What is being asked:
From start to end, print the entire listing below exactly.

Working data:

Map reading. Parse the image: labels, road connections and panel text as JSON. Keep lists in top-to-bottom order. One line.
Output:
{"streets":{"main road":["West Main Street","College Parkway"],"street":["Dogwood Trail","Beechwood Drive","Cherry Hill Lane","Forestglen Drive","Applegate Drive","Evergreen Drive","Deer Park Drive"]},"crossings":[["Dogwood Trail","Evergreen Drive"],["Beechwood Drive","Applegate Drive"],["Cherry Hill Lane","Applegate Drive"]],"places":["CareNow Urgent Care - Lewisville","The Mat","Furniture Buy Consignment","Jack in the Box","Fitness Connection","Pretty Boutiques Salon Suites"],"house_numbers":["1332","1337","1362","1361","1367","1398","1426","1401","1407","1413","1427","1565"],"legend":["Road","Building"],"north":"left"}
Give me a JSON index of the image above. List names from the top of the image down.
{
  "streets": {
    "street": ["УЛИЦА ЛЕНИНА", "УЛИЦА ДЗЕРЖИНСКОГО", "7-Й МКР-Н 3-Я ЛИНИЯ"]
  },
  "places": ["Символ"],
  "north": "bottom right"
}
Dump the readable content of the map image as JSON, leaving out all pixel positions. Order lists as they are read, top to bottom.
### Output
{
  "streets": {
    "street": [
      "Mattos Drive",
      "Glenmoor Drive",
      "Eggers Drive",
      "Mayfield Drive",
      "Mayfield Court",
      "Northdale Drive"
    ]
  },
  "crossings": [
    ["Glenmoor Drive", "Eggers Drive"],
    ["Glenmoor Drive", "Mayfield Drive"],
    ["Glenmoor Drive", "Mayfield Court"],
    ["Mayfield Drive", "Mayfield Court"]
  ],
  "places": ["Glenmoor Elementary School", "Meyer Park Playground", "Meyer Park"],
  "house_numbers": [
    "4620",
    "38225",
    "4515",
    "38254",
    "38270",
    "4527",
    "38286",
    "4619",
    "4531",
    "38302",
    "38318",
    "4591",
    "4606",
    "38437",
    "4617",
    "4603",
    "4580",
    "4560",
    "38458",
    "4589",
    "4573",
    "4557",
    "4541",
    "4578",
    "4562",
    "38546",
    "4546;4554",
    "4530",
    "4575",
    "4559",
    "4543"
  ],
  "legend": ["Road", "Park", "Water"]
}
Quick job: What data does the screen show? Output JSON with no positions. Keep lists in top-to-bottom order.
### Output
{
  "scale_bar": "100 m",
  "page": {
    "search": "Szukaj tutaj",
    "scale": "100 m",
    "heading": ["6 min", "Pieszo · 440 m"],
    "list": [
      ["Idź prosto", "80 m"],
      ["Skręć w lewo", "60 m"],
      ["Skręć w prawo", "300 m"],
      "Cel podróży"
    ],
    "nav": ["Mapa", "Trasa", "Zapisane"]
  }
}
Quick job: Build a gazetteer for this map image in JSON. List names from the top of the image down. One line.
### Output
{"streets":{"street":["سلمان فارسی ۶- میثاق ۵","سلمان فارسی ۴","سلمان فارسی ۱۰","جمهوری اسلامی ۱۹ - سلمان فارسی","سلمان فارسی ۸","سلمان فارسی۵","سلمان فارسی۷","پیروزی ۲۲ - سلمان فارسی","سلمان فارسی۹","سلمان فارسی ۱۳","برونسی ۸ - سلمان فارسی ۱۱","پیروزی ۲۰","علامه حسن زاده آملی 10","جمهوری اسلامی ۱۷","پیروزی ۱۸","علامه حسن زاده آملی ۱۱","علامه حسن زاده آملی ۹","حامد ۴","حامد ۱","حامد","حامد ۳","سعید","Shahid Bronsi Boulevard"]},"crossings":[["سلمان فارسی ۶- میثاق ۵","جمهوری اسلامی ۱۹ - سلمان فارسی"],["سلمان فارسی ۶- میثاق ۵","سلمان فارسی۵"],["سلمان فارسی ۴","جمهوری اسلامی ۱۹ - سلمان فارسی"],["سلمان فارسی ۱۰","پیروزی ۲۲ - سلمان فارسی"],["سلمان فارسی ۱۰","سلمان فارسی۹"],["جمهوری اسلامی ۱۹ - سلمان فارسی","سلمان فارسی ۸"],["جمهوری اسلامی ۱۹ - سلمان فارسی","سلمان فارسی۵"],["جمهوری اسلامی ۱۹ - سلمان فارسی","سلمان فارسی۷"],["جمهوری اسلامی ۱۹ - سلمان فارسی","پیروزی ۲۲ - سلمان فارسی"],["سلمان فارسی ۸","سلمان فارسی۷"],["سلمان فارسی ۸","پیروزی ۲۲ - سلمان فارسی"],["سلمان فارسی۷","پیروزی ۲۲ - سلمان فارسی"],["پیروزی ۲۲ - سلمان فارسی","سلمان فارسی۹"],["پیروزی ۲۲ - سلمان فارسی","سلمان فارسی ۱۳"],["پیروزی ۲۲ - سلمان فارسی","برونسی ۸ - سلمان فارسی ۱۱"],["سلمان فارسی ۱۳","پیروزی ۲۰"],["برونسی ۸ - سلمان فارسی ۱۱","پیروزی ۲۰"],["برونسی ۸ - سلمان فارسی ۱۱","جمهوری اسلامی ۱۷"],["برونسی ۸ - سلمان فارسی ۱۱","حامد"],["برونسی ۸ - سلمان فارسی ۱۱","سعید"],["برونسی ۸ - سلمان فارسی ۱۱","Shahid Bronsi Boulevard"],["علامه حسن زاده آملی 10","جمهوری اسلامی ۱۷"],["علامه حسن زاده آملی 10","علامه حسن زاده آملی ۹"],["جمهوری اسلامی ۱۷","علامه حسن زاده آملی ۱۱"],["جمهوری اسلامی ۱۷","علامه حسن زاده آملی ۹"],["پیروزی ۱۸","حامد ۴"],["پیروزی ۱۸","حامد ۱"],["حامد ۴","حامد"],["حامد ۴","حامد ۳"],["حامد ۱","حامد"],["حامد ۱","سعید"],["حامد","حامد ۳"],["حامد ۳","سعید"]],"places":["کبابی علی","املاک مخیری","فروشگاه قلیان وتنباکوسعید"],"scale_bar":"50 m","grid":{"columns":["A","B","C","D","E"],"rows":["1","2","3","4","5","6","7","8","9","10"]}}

Exercise response:
Map reading. Parse the image: labels, road connections and panel text as JSON. Keep lists in top-to-bottom order. One line.
Output:
{"streets":{"main road":["West Main Street","College Parkway"],"street":["Dogwood Trail","Beechwood Drive","Cherry Hill Lane","Forestglen Drive","Applegate Drive","Evergreen Drive","Deer Park Drive"]},"crossings":[["Dogwood Trail","Evergreen Drive"],["Beechwood Drive","Applegate Drive"],["Cherry Hill Lane","Applegate Drive"]],"places":["CareNow Urgent Care - Lewisville","The Mat","Furniture Buy Consignment","Jack in the Box","Fitness Connection","Pretty Boutiques Salon Suites"],"house_numbers":["1332","1337","1362","1361","1367","1398","1426","1401","1407","1413","1427","1565"],"legend":["Road","Building"],"north":"left"}
Give me a JSON index of the image above. List names from the top of the image down.
{
  "streets": {
    "street": ["УЛИЦА ЛЕНИНА", "УЛИЦА ДЗЕРЖИНСКОГО", "7-Й МКР-Н 3-Я ЛИНИЯ"]
  },
  "places": ["Символ"],
  "north": "bottom right"
}
Dump the readable content of the map image as JSON, leaving out all pixel positions. Order lists as they are read, top to bottom.
### Output
{
  "streets": {
    "street": [
      "Mattos Drive",
      "Glenmoor Drive",
      "Eggers Drive",
      "Mayfield Drive",
      "Mayfield Court",
      "Northdale Drive"
    ]
  },
  "crossings": [
    ["Glenmoor Drive", "Eggers Drive"],
    ["Glenmoor Drive", "Mayfield Drive"],
    ["Glenmoor Drive", "Mayfield Court"],
    ["Mayfield Drive", "Mayfield Court"]
  ],
  "places": ["Glenmoor Elementary School", "Meyer Park Playground", "Meyer Park"],
  "house_numbers": [
    "4620",
    "38225",
    "4515",
    "38254",
    "38270",
    "4527",
    "38286",
    "4619",
    "4531",
    "38302",
    "38318",
    "4591",
    "4606",
    "38437",
    "4617",
    "4603",
    "4580",
    "4560",
    "38458",
    "4589",
    "4573",
    "4557",
    "4541",
    "4578",
    "4562",
    "38546",
    "4546;4554",
    "4530",
    "4575",
    "4559",
    "4543"
  ],
  "legend": ["Road", "Park", "Water"]
}
Quick job: What data does the screen show? Output JSON with no positions. Keep lists in top-to-bottom order.
### Output
{
  "scale_bar": "100 m",
  "page": {
    "search": "Szukaj tutaj",
    "scale": "100 m",
    "heading": ["6 min", "Pieszo · 440 m"],
    "list": [
      ["Idź prosto", "80 m"],
      ["Skręć w lewo", "60 m"],
      ["Skręć w prawo", "300 m"],
      "Cel podróży"
    ],
    "nav": ["Mapa", "Trasa", "Zapisane"]
  }
}
Quick job: Build a gazetteer for this map image in JSON. List names from the top of the image down. One line.
### Output
{"streets":{"street":["سلمان فارسی ۶- میثاق ۵","سلمان فارسی ۴","سلمان فارسی ۱۰","جمهوری اسلامی ۱۹ - سلمان فارسی","سلمان فارسی ۸","سلمان فارسی۵","سلمان فارسی۷","پیروزی ۲۲ - سلمان فارسی","سلمان فارسی۹","سلمان فارسی ۱۳","برونسی ۸ - سلمان فارسی ۱۱","پیروزی ۲۰","علامه حسن زاده آملی 10","جمهوری اسلامی ۱۷","پیروزی ۱۸","علامه حسن زاده آملی ۱۱","علامه حسن زاده آملی ۹","حامد ۴","حامد ۱","حامد","حامد ۳","سعید","Shahid Bronsi Boulevard"]},"crossings":[["سلمان فارسی ۶- میثاق ۵","جمهوری اسلامی ۱۹ - سلمان فارسی"],["سلمان فارسی ۶- میثاق ۵","سلمان فارسی۵"],["سلمان فارسی ۴","جمهوری اسلامی ۱۹ - سلمان فارسی"],["سلمان فارسی ۱۰","پیروزی ۲۲ - سلمان فارسی"],["سلمان فارسی ۱۰","سلمان فارسی۹"],["جمهوری اسلامی ۱۹ - سلمان فارسی","سلمان فارسی ۸"],["جمهوری اسلامی ۱۹ - سلمان فارسی","سلمان فارسی۵"],["جمهوری اسلامی ۱۹ - سلمان فارسی","سلمان فارسی۷"],["جمهوری اسلامی ۱۹ - سلمان فارسی","پیروزی ۲۲ - سلمان فارسی"],["سلمان فارسی ۸","سلمان فارسی۷"],["سلمان فارسی ۸","پیروزی ۲۲ - سلمان فارسی"],["سلمان فارسی۷","پیروزی ۲۲ - سلمان فارسی"],["پیروزی ۲۲ - سلمان فارسی","سلمان فارسی۹"],["پیروزی ۲۲ - سلمان فارسی","سلمان فارسی ۱۳"],["پیروزی ۲۲ - سلمان فارسی","برونسی ۸ - سلمان فارسی ۱۱"],["سلمان فارسی ۱۳","پیروزی ۲۰"],["برونسی ۸ - سلمان فارسی ۱۱","پیروزی ۲۰"],["برونسی ۸ - سلمان فارسی ۱۱","جمهوری اسلامی ۱۷"],["برونسی ۸ - سلمان فارسی ۱۱","حامد"],["برونسی ۸ - سلمان فارسی ۱۱","سعید"],["برونسی ۸ - سلمان فارسی ۱۱","Shahid Bronsi Boulevard"],["علامه حسن زاده آملی 10","جمهوری اسلامی ۱۷"],["علامه حسن زاده آملی 10","علامه حسن زاده آملی ۹"],["جمهوری اسلامی ۱۷","علامه حسن زاده آملی ۱۱"],["جمهوری اسلامی ۱۷","علامه حسن زاده آملی ۹"],["پیروزی ۱۸","حامد ۴"],["پیروزی ۱۸","حامد ۱"],["حامد ۴","حامد"],["حامد ۴","حامد ۳"],["حامد ۱","حامد"],["حامد ۱","سعید"],["حامد","حامد ۳"],["حامد ۳","سعید"]],"places":["کبابی علی","املاک مخیری","فروشگاه قلیان وتنباکوسعید"],"scale_bar":"50 m","grid":{"columns":["A","B","C","D","E"],"rows":["1","2","3","4","5","6","7","8","9","10"]}}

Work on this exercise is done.